WORKING DATA:
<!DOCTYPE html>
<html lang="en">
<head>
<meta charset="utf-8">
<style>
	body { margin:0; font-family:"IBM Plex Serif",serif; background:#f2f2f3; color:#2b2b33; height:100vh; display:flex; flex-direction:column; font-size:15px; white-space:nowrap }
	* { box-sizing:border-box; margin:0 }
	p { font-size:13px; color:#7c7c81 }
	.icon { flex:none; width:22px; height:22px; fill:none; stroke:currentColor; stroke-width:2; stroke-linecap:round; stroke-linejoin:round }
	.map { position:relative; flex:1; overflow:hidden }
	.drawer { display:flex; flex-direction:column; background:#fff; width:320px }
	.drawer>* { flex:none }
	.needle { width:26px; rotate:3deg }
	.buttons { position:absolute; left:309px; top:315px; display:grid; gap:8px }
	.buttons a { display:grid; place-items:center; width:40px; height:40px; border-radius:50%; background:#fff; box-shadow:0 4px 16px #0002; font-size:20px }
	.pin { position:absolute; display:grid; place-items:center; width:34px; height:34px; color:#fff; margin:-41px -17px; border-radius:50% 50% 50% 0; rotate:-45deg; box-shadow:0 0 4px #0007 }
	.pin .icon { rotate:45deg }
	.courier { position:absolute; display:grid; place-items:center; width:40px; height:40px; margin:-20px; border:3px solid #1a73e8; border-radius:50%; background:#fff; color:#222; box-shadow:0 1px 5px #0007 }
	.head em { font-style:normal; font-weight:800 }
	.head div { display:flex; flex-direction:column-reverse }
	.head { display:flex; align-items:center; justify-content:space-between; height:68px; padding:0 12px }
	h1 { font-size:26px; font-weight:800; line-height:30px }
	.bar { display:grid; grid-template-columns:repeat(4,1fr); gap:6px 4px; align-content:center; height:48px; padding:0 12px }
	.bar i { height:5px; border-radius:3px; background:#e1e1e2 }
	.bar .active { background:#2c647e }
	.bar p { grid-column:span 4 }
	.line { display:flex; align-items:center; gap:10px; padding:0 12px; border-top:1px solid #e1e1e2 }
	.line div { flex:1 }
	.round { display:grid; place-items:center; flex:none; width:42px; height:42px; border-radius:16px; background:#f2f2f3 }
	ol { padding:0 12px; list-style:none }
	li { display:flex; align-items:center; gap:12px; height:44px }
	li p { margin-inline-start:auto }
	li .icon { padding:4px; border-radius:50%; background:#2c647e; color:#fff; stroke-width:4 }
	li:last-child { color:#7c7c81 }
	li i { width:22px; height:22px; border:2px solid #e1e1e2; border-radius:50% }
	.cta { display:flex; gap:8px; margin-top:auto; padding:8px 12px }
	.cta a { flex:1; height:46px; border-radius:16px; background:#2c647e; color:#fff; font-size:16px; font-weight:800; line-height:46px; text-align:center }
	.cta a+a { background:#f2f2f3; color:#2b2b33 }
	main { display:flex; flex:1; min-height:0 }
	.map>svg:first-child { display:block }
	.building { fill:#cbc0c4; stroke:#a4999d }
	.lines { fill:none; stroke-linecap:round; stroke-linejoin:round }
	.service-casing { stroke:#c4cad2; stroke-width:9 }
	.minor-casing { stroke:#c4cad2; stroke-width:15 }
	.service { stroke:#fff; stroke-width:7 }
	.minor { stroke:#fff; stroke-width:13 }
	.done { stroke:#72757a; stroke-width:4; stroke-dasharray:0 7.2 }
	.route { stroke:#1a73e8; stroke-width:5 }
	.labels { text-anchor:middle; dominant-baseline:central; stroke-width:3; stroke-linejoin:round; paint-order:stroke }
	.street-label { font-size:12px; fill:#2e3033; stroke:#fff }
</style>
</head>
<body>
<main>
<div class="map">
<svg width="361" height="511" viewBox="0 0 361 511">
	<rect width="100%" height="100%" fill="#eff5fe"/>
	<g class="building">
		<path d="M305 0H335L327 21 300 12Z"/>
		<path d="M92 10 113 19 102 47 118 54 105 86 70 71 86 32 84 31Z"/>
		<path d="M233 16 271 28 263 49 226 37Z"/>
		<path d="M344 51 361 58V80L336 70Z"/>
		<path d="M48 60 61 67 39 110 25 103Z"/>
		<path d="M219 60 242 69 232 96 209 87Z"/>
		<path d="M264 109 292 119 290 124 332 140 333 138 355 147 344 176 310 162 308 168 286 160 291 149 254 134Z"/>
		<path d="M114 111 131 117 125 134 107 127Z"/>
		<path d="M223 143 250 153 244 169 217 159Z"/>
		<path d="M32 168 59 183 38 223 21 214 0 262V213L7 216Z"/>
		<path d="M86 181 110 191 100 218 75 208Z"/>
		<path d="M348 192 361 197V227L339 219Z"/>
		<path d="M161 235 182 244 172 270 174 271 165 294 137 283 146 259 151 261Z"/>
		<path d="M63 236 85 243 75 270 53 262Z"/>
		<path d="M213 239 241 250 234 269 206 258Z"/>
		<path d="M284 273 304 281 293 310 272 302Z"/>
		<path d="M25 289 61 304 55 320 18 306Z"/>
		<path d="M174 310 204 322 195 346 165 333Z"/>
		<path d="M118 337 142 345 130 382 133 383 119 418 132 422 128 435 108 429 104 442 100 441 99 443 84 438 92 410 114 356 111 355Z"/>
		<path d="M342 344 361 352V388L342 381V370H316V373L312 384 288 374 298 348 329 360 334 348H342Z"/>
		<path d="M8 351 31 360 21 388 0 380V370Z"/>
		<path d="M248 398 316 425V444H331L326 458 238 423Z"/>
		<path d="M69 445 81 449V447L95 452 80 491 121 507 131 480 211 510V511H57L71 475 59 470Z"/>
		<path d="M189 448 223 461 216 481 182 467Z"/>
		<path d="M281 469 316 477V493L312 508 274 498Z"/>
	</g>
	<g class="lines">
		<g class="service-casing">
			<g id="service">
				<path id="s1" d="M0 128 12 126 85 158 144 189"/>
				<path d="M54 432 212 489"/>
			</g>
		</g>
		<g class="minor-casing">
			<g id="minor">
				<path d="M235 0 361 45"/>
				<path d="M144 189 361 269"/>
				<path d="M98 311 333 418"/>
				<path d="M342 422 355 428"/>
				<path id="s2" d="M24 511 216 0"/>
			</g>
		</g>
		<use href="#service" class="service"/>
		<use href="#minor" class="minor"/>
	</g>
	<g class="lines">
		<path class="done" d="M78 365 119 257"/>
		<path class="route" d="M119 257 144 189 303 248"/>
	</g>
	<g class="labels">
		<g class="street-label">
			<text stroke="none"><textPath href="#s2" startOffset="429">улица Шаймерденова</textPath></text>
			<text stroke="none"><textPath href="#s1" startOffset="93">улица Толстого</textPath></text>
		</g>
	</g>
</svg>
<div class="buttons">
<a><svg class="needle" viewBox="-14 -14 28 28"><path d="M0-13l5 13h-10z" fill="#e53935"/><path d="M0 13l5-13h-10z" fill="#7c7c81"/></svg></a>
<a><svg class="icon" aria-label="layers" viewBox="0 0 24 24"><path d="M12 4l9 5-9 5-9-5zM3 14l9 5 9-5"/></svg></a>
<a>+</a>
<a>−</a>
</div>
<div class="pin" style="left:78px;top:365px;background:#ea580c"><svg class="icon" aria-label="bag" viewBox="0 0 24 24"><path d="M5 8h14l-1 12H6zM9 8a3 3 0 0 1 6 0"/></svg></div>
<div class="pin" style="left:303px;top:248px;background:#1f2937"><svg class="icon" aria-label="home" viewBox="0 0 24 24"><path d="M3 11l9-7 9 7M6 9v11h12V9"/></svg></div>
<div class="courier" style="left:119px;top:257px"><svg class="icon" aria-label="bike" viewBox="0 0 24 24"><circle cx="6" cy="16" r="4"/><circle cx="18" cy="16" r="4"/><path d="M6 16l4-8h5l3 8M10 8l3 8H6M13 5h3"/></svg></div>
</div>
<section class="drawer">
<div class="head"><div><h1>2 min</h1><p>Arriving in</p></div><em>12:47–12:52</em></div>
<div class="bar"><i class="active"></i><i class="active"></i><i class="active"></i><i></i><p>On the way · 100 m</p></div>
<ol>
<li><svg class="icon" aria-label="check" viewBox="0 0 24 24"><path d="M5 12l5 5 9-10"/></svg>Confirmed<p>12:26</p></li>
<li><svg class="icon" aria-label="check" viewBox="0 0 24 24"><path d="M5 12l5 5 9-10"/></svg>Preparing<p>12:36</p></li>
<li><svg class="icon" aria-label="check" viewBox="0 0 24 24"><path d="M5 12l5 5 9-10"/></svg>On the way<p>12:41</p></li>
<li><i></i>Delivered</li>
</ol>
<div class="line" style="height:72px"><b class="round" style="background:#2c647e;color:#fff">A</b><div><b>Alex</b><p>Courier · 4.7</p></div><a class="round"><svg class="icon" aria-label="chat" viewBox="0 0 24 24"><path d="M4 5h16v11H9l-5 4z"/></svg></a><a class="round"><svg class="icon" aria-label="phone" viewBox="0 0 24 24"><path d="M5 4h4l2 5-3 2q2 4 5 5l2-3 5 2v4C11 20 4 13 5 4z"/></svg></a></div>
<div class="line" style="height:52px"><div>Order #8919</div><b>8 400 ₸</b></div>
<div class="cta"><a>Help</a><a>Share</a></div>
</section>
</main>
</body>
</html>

TRY IT: Count the lines of the listing above that include the word "linecap" and report the number by itself.

SOLVED EXERCISE: 2